(DATA FOR THIS TASK begins)
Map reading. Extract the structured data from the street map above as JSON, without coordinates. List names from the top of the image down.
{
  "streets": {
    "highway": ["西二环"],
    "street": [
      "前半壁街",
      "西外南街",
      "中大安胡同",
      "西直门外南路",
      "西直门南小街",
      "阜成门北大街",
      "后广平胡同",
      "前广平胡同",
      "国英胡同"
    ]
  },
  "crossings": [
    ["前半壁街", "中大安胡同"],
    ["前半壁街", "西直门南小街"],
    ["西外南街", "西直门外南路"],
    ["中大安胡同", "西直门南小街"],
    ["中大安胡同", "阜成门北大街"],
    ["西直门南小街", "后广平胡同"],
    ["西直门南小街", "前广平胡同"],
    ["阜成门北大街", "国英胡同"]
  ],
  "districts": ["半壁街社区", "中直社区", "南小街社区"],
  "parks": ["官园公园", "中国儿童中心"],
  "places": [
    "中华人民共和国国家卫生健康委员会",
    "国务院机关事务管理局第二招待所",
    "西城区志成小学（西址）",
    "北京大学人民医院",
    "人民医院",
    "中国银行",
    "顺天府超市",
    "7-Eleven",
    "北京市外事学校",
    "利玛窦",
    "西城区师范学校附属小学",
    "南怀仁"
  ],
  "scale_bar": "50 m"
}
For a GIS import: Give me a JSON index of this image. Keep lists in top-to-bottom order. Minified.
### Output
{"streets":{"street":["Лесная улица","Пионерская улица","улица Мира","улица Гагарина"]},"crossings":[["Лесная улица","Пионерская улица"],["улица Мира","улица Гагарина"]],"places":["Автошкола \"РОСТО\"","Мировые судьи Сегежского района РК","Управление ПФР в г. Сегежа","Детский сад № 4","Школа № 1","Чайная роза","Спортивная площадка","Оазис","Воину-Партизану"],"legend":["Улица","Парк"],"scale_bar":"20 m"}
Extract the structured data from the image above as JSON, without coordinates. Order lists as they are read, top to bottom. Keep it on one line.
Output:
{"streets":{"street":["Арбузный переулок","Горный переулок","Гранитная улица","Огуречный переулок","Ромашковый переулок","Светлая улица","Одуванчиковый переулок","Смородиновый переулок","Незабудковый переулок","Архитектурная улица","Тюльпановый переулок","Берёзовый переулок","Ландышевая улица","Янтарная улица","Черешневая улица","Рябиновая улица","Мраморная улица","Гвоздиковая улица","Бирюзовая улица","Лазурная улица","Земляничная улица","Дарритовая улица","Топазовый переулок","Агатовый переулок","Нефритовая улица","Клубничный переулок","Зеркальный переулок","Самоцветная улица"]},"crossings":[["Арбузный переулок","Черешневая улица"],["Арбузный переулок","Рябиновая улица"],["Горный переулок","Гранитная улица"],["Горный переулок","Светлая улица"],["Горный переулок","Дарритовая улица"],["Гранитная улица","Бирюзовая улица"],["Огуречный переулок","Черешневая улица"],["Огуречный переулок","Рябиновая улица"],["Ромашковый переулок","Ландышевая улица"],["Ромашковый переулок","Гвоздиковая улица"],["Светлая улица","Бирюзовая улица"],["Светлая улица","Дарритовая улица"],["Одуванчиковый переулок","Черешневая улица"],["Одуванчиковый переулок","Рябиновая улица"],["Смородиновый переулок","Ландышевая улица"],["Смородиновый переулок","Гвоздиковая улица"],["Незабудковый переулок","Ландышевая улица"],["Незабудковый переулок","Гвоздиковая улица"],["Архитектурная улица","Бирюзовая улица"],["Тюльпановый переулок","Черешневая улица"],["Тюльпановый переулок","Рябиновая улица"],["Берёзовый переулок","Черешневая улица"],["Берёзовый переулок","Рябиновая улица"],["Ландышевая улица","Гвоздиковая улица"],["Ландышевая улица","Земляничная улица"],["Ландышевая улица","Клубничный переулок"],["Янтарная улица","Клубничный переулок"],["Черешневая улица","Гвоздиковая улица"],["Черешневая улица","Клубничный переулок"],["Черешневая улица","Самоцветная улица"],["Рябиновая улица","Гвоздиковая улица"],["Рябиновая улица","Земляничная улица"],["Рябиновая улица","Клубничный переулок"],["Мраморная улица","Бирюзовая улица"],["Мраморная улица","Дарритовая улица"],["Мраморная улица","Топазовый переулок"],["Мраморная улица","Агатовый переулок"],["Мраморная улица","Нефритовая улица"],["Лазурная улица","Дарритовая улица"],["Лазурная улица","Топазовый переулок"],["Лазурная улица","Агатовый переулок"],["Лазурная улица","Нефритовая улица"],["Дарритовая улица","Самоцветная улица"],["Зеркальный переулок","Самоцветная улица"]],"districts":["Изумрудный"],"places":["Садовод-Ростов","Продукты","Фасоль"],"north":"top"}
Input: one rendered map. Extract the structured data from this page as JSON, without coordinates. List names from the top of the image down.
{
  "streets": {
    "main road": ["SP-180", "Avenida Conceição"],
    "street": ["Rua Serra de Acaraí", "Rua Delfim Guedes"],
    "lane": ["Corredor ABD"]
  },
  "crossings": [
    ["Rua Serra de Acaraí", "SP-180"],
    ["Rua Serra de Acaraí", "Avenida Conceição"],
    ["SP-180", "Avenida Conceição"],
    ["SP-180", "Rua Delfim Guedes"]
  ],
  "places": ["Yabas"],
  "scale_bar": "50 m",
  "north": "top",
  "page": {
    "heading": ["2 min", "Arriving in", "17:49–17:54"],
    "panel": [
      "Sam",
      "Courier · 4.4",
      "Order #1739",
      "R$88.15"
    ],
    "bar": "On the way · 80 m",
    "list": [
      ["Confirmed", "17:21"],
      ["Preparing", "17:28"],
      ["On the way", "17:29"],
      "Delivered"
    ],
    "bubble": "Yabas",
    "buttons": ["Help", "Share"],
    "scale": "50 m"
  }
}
(DATA FOR THIS TASK ends)
HOW TO COMPLETE THIS TASK |
Lines holding the string "from" must be copied out of the entries above.

ANSWER SECTION |
Map reading. Extract the structured data from the street map above as JSON, without coordinates. List names from the top of the image down.
Extract the structured data from the image above as JSON, without coordinates. Order lists as they are read, top to bottom. Keep it on one line.
Input: one rendered map. Extract the structured data from this page as JSON, without coordinates. List names from the top of the image down.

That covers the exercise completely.